No había modo de negarse. Y embolsé los diez rublos.

De esta suerte pasé la víspera del juicio. No me detendré en describir mis impresiones cuando la puerta del Tribunal se abrió y el alguacil me señaló el banquillo de los acusados. Me limitaré a hacer constar el sentimiento de vergüenza que me asaltó cuando al volver la cabeza ví centenares de ojos que me miraban, y me fijé en los rostros solemnes y serios de los jurados. A primera vista comprendí que estaba perdido. Pero lo que no puedo referir y lo que el lector no puede imaginarse es el espanto y el terror que de mí se apoderaron cuando, al levantar los ojos a la mesa cubierta de paño rojo, descubrí, en el asiento del fiscal, a... Teodorito.
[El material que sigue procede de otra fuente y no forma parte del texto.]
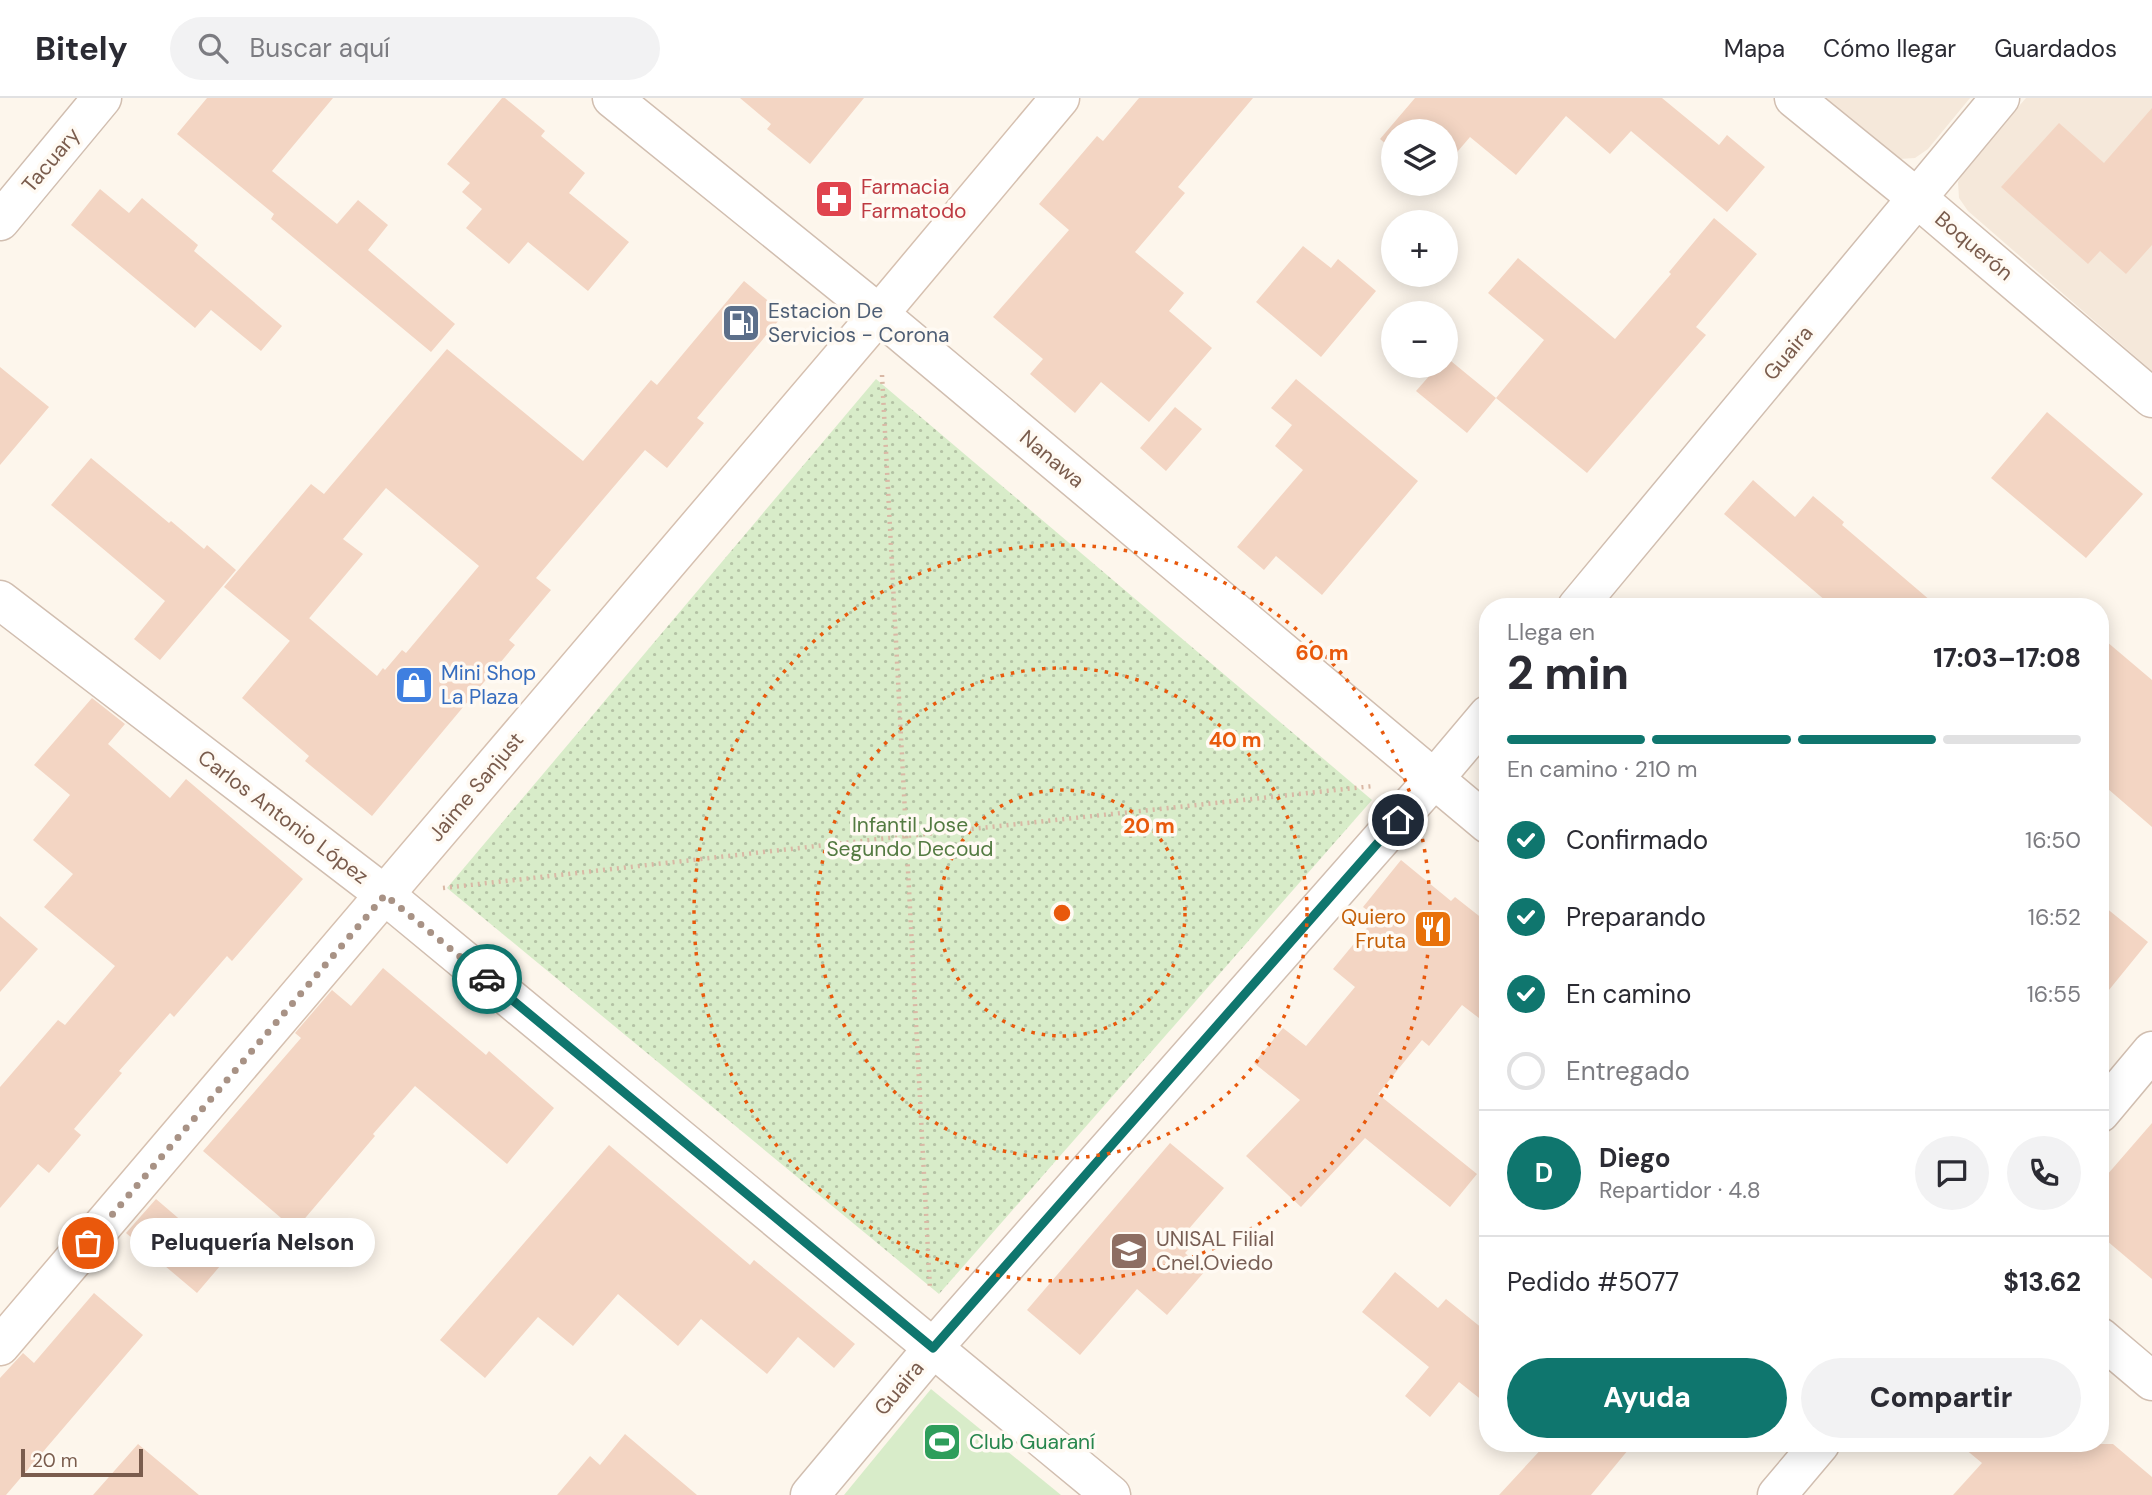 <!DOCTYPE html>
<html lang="es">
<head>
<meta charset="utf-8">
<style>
	body { margin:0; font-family:"DM Sans",sans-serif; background:#f2f2f3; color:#2b2b33; height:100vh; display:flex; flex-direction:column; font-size:26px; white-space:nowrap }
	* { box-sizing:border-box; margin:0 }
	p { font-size:23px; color:#7c7c81 }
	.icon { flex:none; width:38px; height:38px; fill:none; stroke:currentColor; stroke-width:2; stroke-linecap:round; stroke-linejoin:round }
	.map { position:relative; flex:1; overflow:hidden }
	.sheet { position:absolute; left:1479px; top:500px; width:630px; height:854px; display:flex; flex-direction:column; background:#fff; border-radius:28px; box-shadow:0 4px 18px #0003 }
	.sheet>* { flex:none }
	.tools { position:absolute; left:1381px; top:21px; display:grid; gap:14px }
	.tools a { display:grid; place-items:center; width:77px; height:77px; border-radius:50%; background:#fff; box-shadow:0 4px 18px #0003; font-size:35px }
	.scale { position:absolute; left:21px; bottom:18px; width:122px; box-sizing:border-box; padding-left:7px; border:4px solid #7a5c4d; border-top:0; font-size:19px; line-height:24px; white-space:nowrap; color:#7a5c4d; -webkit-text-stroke:5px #fffaf3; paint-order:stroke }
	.pin { position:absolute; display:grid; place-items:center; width:60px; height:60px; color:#fff; margin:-30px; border:4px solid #fff; border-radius:50%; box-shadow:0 2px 7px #0007 }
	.courier { position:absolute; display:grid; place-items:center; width:70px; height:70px; margin:-35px; border:5px solid #0f766e; border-radius:50%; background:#fff; color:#222; box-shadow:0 2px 9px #0007 }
	.bubble { position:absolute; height:49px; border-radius:24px; background:#fff; box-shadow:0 4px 18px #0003; font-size:23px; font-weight:800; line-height:49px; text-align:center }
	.head em { font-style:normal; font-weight:800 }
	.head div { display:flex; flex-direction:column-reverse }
	.head { display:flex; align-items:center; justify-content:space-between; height:119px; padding:0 28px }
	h1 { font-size:46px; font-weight:800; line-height:52px }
	.bar { display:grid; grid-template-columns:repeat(4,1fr); gap:10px 7px; align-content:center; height:84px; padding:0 28px }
	.bar i { height:9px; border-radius:5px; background:#e1e1e2 }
	.bar .active { background:#0f766e }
	.bar p { grid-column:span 4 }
	.line { display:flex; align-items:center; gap:18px; padding:0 28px; border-top:2px solid #e1e1e2 }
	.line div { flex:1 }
	.round { display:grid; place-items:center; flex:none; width:74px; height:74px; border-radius:37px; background:#f2f2f3 }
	ol { padding:0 28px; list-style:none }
	li { display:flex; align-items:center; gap:21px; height:77px }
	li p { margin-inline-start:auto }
	li .icon { padding:7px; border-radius:50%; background:#0f766e; color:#fff; stroke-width:4 }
	li:last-child { color:#7c7c81 }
	li i { width:38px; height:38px; border:4px solid #e1e1e2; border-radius:50% }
	.action { display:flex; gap:14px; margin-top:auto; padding:14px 28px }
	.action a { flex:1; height:80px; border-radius:42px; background:#0f766e; color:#fff; font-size:28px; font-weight:800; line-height:80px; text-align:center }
	.action a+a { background:#f2f2f3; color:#2b2b33 }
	header { display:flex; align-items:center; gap:42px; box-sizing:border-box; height:98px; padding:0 35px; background:#fff; border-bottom:2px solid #e1e1e2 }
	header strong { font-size:33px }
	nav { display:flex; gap:38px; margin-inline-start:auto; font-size:24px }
	.search { width:490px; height:63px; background:#f2f2f3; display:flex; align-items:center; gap:18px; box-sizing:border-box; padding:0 24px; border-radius:38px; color:#7c7c81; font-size:26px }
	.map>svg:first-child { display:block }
</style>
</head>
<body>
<header>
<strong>Bitely</strong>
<div class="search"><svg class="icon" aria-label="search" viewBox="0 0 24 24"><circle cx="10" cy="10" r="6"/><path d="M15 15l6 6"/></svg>Buscar aquí</div>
<nav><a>Mapa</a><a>Cómo llegar</a><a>Guardados</a></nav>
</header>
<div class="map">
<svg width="2152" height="1397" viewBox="0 0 2152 1397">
	<defs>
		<pattern id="park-dots" width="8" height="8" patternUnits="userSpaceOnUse" patternTransform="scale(1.75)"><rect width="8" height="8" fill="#d8ecc9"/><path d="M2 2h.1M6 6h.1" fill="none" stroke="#b4c2a5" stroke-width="1.8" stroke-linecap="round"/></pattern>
	</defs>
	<rect width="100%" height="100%" fill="#fdf6ec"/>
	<!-- residential -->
	<path fill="#f5e8da" d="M1820,0H1970L1928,51L1915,60L1899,61Z
		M2026,0H2152V273L1968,113L1959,100L1958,84L1965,70Z"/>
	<!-- park -->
	<path fill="url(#park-dots)" d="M876,281L1372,702L939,1196L447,790Z"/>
	<!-- pitch -->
	<path fill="#d8ecc9" d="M931,1291L1061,1397H844Z"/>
	<!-- building -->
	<path fill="#f3d5c3" d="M207,0H333L272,73L337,126L358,102L388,127L368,152L455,226L431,254L271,121L274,116L177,36Z
		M502,0H505L545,33L541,38L585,75L569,95L629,144L588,193L528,144L509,166L466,130L482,111L462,94L470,85L447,66Z
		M740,0H864L810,66L767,31L771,26Z
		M1139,0H1253L1178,89L1185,95L1135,154L1184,195L1169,213L1212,250L1149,324L1101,284L1075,315L1030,276L1043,261L993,219L1069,132L1039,106L1097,38L1103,43Z
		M1415,0H1662L1719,47L1727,37L1765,69L1727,114L1631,33L1610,56L1566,18L1516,77L1470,39L1446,67V33H1393V52L1380,41Z
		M2152,10V147L2126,176L2100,153L2088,166L2001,89L2059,25L2104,65Z
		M100,91L129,115L142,100L198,147L194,153L282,228L261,253L211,212L195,230L71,127Z
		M1714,120L1757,156L1696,229L1706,237L1587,375L1496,300L1544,242L1488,195L1518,160L1615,241L1671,176L1669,174Z
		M1303,148L1331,170L1338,161L1376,193L1321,259L1256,204Z
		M744,183L784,216L697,320L704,325L667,370L645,352L536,480L551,492L509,542L515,547L372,718L305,663L309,658L242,600L309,520L377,578L383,570L385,572L402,552L406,555L479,468L386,390L343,441L363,456L290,543L224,489L311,386L324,396L447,251L583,363L651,282L657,287Z
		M1446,259L1496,300L1467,335L1416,293L1438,268H1446Z
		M0,269L49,309L0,367Z
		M1296,281L1418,383L1322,497L1276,458L1264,472L1237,449L1303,372L1275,348L1292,327L1271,310Z
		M1175,309L1202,331L1166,373L1140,350Z
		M2047,314L2143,396L2086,460L1991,380Z
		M91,360L169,425L171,423L204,451L207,447L236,472L160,562L134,541L165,503L51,407Z
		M1753,382L1795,419L1813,398L1844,424L1842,427L1938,509H1833L1724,416Z
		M2100,538L2152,582V729L2100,684Z
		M92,600L125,626L108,646L170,700L186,681L303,781L232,863L227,858L174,919L170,915L119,973L122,975L74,1031L81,1037L49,1075L38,1066L0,1110V989L58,922L65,927L115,868L44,809L73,776L33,742L70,697L34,667Z
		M1401,762L1451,803L1455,799L1488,825V927L1462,907L1429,948L1422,942L1378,996L1477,1076L1450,1109L1365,1040L1301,1109L1246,1058L1300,1002L1254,965L1283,930L1306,948L1355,889L1333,871L1376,819L1363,809Z
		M2100,805L2148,844L2100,903Z
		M0,818L38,851L0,894Z
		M383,870L486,957L489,953L554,1010L507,1066L415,988L373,1036L375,1038L295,1132L203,1053L301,940L295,935L332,892L351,908Z
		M2152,1025V1181L2100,1137V1085Z
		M1170,1045L1224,1090L1187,1133L1197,1142L1185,1155L1205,1173L1167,1217L1137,1191L1080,1257L1027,1212Z
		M609,1047L750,1167L754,1162L855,1246L834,1270L798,1239L767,1276L701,1221L678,1248L618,1196L573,1248L538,1219L485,1280L440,1242Z
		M156,1101L226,1161L197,1195L126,1135Z
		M1395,1174L1438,1210L1446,1201L1488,1235V1307L1459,1284L1430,1319L1405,1298L1429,1269L1362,1214Z
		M94,1195L143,1237L6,1397H0V1280L23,1255L34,1265Z
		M625,1336L697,1397H557L590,1358L600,1367Z
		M138,1346L199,1397H93Z
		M1546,1346H1633L1591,1397H1499Z
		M1959,1346H2113L2152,1379V1397H1953L1982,1365Z"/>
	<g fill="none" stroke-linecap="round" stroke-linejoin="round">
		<defs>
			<path id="minor" d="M612,0L879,216L1488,726
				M1794,0L1917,100L2152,300
				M0,123L102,0
				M0,502L385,797L1111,1397
				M1577,509L2000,0
				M2100,1015L2152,953
				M2100,1239L2152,1283
				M810,1397L933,1250L1434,681L1488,617
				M1777,1397L1820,1346"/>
			<path id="secondary" d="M0,1248L879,216L1060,0"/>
		</defs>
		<!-- minor casing -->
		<use href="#minor" stroke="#d1beb0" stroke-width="41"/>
		<!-- secondary casing -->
		<use href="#secondary" stroke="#d6c0b0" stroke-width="41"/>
		<!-- path -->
		<path stroke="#d9b8a5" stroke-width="4.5" stroke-dasharray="2 5" stroke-linecap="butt" d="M882,277L930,1191
			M443,790L906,738L1374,688"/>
		<!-- minor -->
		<use href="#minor" stroke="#fff" stroke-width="38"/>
		<!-- secondary -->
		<use href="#secondary" stroke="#fff" stroke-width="38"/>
	</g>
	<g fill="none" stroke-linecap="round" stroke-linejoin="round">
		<!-- done -->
		<path stroke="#a89285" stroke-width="7" stroke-dasharray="0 12.6" d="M88,1145L385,797L487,881"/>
		<!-- route -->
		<path stroke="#0f766e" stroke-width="9" d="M487,881L933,1250L1398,722"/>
	</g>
	<!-- distance rings -->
	<g fill="none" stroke="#e8590c" stroke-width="3.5" stroke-dasharray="3.5 7">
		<circle cx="1062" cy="815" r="123"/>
		<circle cx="1062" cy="815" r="245"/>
		<circle cx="1062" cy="815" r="368"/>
	</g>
	<!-- icons -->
	<defs>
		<symbol id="pharmacy-square" viewBox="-11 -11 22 22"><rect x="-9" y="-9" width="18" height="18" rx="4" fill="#e0444e" stroke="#fffaf3"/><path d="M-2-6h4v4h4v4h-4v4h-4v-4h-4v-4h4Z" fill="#fff"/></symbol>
		<symbol id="fuel-square" viewBox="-11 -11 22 22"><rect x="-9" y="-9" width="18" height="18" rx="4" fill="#5c6f8a" stroke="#fffaf3"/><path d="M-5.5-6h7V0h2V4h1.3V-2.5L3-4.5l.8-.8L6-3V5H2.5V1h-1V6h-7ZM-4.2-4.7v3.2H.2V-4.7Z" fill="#fff"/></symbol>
		<symbol id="shop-square" viewBox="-11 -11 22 22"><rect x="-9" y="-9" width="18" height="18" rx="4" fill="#3f7fe0" stroke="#fffaf3"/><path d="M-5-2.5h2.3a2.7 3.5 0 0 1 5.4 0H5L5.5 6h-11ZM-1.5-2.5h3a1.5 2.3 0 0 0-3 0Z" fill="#fff"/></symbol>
		<symbol id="restaurant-square" viewBox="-11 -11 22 22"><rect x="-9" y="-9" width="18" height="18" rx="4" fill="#e8710a" stroke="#fffaf3"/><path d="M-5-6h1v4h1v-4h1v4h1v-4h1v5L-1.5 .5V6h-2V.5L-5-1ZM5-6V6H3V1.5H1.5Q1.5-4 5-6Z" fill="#fff"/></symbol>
		<symbol id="university-square" viewBox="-11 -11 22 22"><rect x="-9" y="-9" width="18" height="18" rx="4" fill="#8d6e63" stroke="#fffaf3"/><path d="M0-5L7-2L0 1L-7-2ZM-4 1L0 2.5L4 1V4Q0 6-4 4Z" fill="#fff"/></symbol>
		<symbol id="stadium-square" viewBox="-11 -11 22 22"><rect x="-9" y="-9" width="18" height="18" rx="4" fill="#2e9e5b" stroke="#fffaf3"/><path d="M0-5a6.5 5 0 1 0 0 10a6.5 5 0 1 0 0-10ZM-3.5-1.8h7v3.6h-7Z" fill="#fff"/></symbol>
	</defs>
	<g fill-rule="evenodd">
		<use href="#pharmacy-square" x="812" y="79" width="44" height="44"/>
		<use href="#fuel-square" x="719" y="203" width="44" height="44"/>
		<use href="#shop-square" x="392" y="565" width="44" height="44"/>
		<use href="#restaurant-square" x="1411" y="809" width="44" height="44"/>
		<use href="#university-square" x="1107" y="1131" width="44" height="44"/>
		<use href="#stadium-square" x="920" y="1322" width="44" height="44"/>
	</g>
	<g text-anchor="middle" stroke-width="7" stroke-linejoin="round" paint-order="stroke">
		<!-- street labels -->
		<g font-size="21" fill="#7a5c4d" stroke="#fffaf3">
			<text transform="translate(51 62) rotate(-50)" y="7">Tacuary</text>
			<text transform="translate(1974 148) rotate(40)" y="7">Boquerón</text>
			<text transform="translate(1788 255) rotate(-50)" y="7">Guaira</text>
			<text transform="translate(1052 361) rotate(40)" y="7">Nanawa</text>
			<text transform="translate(476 689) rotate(-50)" y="7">Jaime Sanjust</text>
			<text transform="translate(283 719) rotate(37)" y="7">Carlos Antonio López</text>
			<text transform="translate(899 1290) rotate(-50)" y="7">Guaira</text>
		</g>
		<!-- health labels -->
		<g font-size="21" fill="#be3a42" stroke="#fffaf3" text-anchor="start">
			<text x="861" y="96">Farmacia<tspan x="861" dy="24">Farmatodo</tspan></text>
		</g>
		<!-- service labels -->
		<g font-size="21" fill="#4e5e75" stroke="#fffaf3" text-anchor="start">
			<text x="768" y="220">Estacion De<tspan x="768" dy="24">Servicios - Corona</tspan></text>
		</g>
		<!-- shop labels -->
		<g font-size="21" fill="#366cbe" stroke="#fffaf3" text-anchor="start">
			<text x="441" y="582">Mini Shop<tspan x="441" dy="24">La Plaza</tspan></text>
		</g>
		<!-- park labels -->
		<g font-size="21" fill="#537a41" stroke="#fffaf3">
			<text x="910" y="734">Infantil Jose<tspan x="910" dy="24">Segundo Decoud</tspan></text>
		</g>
		<!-- food labels -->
		<g font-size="21" fill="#c56008" stroke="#fffaf3" text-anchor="end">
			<text x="1406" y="826">Quiero<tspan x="1406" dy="24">Fruta</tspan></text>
		</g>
		<!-- education labels -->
		<g font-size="21" fill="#785e54" stroke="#fffaf3" text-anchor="start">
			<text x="1156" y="1148">UNISAL Filial<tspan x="1156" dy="24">Cnel.Oviedo</tspan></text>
		</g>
		<!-- leisure labels -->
		<g font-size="21" fill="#27864d" stroke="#fffaf3" text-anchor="start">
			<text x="969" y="1351">Club Guaraní</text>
		</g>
	</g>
	<circle cx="1062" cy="815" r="10" fill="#e8590c" stroke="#fffaf3" stroke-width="3.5"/>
	<g font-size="21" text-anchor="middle" font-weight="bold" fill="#e8590c" stroke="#fffaf3" stroke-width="7" stroke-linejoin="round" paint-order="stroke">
		<text x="1322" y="562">60 m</text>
		<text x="1235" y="649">40 m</text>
		<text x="1149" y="735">20 m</text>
	</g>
</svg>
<div class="tools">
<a><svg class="icon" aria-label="layers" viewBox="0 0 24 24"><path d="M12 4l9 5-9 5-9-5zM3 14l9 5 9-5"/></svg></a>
<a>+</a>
<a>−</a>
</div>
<div class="scale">20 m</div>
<div class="pin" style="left:88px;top:1145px;background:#ea580c"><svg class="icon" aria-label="bag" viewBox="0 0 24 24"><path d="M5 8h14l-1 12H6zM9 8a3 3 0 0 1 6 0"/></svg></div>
<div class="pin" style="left:1398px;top:722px;background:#1f2937"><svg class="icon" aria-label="home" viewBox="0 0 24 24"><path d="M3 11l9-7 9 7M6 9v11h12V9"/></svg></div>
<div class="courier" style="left:487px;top:881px"><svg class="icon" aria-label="car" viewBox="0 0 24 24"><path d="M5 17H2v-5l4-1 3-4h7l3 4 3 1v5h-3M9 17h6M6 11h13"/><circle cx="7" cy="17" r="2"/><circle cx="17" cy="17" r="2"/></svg></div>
<div class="bubble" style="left:130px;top:1120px;width:245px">Peluquería Nelson</div>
<section class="sheet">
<div class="head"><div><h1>2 min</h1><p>Llega en</p></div><em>17:03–17:08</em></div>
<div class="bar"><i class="active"></i><i class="active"></i><i class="active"></i><i></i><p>En camino · 210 m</p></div>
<ol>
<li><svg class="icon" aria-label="check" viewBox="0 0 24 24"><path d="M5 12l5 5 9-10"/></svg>Confirmado<p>16:50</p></li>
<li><svg class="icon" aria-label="check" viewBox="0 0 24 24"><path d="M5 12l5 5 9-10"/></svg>Preparando<p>16:52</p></li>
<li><svg class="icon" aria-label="check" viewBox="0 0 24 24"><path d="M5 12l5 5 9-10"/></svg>En camino<p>16:55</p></li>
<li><i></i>Entregado</li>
</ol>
<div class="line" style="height:126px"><b class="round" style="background:#0f766e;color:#fff">D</b><div><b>Diego</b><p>Repartidor · 4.8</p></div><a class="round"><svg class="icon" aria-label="chat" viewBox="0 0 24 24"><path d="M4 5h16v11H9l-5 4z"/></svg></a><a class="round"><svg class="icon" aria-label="phone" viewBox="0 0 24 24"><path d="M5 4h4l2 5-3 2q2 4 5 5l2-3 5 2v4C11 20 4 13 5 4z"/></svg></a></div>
<div class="line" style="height:91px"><div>Pedido #5077</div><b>$13.62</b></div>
<div class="action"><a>Ayuda</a><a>Compartir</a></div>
</section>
</div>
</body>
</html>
Al apercibirlo me acorde de las chinches, de Zinita, de mi diagnóstico, de mi receta, y experimenté algo como si todo el Océano Ártico me inundara.

Teodorito alzó los ojos del papel que estaba escribiendo, al principio no me reconoció; pero de pronto sus pupilas se dilataron, su mano se estremeció. Incorporóse lentamente y clavó su mirada plomiza en mí. Me levante a mi vez sin saber por qué, incapaz de apartar mis ojos de los suyos.